Argument Environment variable
host DATABRICKS_HOST
token DATABRICKS_TOKEN
username DATABRICKS_USERNAME
password DATABRICKS_PASSWORD
account_id DATABRICKS_ACCOUNT_ID
config_file DATABRICKS_CONFIG_FILE
profile DATABRICKS_CONFIG_PROFILE
azure_client_secret ARM_CLIENT_SECRET
azure_client_id ARM_CLIENT_ID
azure_tenant_id ARM_TENANT_ID
azure_use_msi ARM_USE_MSI
azure_environment ARM_ENVIRONMENT
debug_truncate_bytes DATABRICKS_DEBUG_TRUNCATE_BYTES
debug_headers DATABRICKS_DEBUG_HEADERS
rate_limit DATABRICKS_RATE_LIMIT

Empty provider block

For example, with the following zero-argument configuration:

provider "databricks" {}
  1. Provider will check all the supported environment variables and set values of relevant arguments.
  2. In case any conflicting arguments are present, the plan will end with an error.
  3. Will check for the presence of host + token pair, continue trying otherwise.
  4. Will check for host + username + password presence, continue trying otherwise.
  5. Will check for Azure workspace ID, azure_client_secret + azure_client_id + azure_tenant_id presence, continue trying otherwise.
  6. Will check for availability of Azure MSI, if enabled via azure_use_msi, continue trying otherwise.
  7. Will check for Azure workspace ID presence, and if AZ CLI returns an access token, continue trying otherwise.
  8. Will check for the ~/.databrickscfg file in the home directory, will fail otherwise.
  9. Will check for profile presence and try picking from that file will fail otherwise.
  10. Will check for host and token or username+password combination, will fail if nothing of these exist.

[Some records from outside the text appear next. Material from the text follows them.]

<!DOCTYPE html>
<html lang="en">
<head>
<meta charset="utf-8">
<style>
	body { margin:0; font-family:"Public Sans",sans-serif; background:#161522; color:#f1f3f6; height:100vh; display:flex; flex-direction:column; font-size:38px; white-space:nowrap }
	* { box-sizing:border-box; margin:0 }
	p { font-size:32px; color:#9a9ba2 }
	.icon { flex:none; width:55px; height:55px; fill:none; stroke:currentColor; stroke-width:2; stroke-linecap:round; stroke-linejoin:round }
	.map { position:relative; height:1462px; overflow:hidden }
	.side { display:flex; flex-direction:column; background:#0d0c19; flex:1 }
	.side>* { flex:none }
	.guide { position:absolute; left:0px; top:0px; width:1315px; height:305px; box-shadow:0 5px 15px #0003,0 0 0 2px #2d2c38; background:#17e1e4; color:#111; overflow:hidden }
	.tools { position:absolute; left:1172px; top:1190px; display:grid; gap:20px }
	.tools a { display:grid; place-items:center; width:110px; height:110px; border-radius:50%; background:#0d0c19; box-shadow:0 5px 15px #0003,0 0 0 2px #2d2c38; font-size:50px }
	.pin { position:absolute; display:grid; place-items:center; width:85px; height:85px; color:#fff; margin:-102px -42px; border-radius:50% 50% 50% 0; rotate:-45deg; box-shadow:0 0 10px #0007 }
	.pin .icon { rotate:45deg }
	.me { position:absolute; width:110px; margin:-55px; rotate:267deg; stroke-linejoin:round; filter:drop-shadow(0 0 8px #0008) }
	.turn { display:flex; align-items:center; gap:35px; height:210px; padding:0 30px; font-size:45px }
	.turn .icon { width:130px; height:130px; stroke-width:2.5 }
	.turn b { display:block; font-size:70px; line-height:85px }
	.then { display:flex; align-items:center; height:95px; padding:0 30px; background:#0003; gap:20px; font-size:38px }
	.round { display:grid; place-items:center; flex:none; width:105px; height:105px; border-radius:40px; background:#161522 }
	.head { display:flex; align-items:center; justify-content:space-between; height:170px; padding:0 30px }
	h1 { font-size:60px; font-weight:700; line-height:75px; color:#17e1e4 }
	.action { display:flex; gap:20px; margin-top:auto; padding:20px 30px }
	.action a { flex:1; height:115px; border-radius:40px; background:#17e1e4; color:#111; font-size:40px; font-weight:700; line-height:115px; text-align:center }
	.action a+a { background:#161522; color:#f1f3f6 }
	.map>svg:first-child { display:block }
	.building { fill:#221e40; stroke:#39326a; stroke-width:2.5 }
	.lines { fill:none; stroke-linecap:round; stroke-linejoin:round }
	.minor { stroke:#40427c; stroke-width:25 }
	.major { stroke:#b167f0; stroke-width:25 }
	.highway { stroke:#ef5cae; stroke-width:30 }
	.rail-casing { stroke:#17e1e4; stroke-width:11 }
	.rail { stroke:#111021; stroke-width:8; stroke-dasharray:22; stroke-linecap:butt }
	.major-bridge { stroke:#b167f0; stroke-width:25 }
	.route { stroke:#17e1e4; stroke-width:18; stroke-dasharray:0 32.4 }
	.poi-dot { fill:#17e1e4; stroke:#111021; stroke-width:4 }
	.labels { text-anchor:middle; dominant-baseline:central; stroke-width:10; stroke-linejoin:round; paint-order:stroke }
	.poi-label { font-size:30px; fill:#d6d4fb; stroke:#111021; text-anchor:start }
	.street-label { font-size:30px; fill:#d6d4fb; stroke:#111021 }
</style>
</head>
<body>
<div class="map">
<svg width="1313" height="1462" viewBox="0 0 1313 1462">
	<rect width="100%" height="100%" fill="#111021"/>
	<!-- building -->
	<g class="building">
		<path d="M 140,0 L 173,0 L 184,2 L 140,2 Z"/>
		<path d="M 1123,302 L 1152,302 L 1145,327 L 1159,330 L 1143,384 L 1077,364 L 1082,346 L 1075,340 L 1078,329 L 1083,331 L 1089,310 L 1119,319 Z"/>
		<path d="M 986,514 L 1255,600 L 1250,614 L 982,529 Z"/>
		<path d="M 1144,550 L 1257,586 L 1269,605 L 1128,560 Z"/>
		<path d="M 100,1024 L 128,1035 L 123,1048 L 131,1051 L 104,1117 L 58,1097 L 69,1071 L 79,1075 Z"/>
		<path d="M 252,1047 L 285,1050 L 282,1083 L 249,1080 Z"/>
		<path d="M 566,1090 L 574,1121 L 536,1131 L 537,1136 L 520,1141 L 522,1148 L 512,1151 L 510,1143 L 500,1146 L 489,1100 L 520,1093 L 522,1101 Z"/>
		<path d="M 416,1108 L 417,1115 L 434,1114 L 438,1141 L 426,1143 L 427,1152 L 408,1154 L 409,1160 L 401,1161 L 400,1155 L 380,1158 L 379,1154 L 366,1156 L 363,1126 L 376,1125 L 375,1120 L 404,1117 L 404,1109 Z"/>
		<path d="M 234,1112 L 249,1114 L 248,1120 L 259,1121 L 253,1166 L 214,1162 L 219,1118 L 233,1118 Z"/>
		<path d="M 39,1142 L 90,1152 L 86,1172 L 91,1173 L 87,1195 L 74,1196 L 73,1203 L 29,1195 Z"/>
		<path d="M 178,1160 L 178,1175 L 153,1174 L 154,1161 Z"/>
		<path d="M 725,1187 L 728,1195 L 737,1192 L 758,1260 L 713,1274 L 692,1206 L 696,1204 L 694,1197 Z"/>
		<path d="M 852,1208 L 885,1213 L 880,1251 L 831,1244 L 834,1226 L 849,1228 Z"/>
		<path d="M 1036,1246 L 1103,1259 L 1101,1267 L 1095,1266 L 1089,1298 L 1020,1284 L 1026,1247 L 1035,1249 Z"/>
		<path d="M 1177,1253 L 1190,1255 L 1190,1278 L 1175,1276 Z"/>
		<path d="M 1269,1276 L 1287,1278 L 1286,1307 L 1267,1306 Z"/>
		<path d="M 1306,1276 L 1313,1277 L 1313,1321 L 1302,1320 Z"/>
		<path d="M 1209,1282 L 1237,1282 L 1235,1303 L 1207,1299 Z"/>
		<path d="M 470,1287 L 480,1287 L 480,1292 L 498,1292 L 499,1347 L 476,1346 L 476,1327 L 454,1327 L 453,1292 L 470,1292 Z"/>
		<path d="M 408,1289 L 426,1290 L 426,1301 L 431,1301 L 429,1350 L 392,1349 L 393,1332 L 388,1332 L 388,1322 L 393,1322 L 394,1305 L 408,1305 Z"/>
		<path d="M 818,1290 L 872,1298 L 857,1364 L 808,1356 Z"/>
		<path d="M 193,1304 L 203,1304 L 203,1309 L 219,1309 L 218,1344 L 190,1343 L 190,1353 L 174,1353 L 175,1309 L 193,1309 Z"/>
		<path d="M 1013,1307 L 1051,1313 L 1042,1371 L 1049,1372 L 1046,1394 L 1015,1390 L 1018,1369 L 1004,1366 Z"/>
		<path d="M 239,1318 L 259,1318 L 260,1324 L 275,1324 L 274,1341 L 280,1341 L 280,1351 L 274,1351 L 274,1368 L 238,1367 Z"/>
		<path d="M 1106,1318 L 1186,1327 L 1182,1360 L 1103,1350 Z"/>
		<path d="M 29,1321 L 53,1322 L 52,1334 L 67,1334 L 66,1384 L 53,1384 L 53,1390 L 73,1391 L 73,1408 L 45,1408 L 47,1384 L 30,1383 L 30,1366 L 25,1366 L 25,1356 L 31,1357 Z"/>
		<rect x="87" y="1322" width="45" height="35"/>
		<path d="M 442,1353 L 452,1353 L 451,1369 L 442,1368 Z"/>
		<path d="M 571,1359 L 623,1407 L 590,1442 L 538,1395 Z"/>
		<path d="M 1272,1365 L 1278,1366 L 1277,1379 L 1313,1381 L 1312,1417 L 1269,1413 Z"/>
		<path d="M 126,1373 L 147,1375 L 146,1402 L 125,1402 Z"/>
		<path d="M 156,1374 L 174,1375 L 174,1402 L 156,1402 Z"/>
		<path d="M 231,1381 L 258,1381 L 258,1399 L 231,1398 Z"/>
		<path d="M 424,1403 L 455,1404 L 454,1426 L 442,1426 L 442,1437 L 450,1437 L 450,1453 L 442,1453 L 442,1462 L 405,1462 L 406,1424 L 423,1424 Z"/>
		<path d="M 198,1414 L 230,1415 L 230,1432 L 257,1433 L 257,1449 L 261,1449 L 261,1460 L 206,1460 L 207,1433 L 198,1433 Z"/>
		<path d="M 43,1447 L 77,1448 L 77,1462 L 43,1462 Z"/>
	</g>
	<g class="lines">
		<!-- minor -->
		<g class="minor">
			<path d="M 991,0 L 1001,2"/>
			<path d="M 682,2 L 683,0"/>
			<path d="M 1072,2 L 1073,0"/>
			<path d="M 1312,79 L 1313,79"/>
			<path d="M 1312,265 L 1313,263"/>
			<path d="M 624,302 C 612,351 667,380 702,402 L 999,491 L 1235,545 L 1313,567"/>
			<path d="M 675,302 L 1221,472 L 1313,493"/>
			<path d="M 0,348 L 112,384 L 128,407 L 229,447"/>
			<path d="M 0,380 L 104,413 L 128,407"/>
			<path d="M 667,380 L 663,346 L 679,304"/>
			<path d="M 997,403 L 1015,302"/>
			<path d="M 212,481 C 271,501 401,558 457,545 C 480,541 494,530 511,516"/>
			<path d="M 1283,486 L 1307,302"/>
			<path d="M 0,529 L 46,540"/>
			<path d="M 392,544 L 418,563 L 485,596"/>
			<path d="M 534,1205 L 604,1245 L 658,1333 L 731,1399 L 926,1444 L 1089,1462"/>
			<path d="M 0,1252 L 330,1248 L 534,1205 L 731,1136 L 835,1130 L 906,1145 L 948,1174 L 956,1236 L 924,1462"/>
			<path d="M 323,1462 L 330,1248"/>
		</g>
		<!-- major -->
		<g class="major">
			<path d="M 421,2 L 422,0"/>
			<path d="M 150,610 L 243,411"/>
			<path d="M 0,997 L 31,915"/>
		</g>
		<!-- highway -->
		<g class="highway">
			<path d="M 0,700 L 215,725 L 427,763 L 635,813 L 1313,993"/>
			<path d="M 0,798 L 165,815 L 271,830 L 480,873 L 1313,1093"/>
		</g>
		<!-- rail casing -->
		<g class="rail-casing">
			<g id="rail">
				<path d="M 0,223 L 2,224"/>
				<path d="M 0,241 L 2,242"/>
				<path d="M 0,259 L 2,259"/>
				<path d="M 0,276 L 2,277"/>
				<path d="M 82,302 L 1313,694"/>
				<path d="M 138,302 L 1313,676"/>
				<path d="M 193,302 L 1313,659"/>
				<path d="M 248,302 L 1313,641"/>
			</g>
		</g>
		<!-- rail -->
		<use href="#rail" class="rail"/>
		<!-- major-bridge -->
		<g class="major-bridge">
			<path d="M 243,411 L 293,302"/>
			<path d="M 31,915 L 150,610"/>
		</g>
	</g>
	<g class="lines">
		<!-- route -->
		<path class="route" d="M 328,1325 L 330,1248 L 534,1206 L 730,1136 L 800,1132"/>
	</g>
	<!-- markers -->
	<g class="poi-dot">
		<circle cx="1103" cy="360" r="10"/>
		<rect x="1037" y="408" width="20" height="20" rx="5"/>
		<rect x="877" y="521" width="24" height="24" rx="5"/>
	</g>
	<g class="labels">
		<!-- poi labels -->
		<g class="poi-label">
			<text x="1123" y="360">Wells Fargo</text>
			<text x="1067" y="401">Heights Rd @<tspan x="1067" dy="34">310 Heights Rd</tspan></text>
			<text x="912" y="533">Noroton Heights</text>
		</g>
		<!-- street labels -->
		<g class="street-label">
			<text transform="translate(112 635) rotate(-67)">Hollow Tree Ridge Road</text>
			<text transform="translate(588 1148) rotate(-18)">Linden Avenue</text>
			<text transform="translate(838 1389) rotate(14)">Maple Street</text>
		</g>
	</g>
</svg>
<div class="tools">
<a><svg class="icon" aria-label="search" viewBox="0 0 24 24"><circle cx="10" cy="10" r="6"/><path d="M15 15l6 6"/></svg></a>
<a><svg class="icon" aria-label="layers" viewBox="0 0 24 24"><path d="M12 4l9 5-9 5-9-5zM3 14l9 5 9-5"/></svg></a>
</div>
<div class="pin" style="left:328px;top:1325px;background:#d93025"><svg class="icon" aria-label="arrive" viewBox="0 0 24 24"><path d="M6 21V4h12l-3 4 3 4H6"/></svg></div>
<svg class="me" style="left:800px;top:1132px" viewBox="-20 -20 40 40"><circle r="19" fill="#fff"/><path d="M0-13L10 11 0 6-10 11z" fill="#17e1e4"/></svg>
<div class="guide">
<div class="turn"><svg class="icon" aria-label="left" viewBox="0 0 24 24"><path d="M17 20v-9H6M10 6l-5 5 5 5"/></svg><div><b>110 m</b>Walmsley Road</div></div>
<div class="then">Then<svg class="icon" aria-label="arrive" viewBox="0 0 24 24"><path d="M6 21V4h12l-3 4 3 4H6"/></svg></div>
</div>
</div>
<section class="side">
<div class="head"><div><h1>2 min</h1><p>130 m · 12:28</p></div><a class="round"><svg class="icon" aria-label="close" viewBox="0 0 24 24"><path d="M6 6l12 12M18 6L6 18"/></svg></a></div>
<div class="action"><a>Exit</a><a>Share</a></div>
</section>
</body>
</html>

Data resources and Authentication is not configured errors

In Terraform 0.13 and later, data resources have the same dependency resolution behavior as defined for managed resources. Most data resources make an API call to a workspace. If a workspace doesn't exist yet, authentication is not configured for provider error is raised. To work around this issue and guarantee a proper lazy authentication with data resources, you should add depends_on = [azurerm_databricks_workspace.this] or depends_on = [databricks_mws_workspaces.this] to the body. This issue doesn't occur if workspace is created in one module and resources within the workspace are created in another. We do not recommend using Terraform 0.12 and earlier, if your usage involves data resources.

Multiple Provider Configurations

The most common reason for technical difficulties might be related to missing alias attribute in provider "databricks" {} blocks or provider attribute in resource "databricks_..." {} blocks, when using multiple provider configurations. Please make sure to read alias: Multiple Provider Configurations documentation article.

Error while installing: registry does not have a provider

Error while installing hashicorp/databricks: provider registry
registry.terraform.io does not have a provider named
registry.terraform.io/hashicorp/databricks

If you notice below error, it might be due to the fact that required_providers block is not defined in every module, that uses Databricks Terraform Provider. Create versions.tf file with the following contents:

# versions.tf
terraform {
  required_providers {
    databricks = {
      source = "databrickslabs/databricks"
      version = "0.3.9"
    }
  }
}

... and copy the file in every module in your codebase. Our recommendation is to skip version field for versions.tf file on module level, and keep it only on environment level.

├── environments
│   ├── sandbox
│   │   ├── README.md
│   │   ├── main.tf
│   │   └── versions.tf
│   └── production
│       ├── README.md
│       ├── main.tf
│       └── versions.tf
└── modules
    ├── first-module
    │   ├── ...
    │   └── versions.tf
    └── second-module
        ├── ...
        └── versions.tf

Project Support

Important: Projects in the databrickslabs GitHub account, including the Databricks Terraform Provider, are not formally supported by Databricks. They are maintained by Databricks Field teams and provided as-is. There is no service level agreement (SLA). Databricks makes no guarantees of any kind. If you discover an issue with the provider, please file a GitHub Issue on the repo, and it will be reviewed by project maintainers as time permits.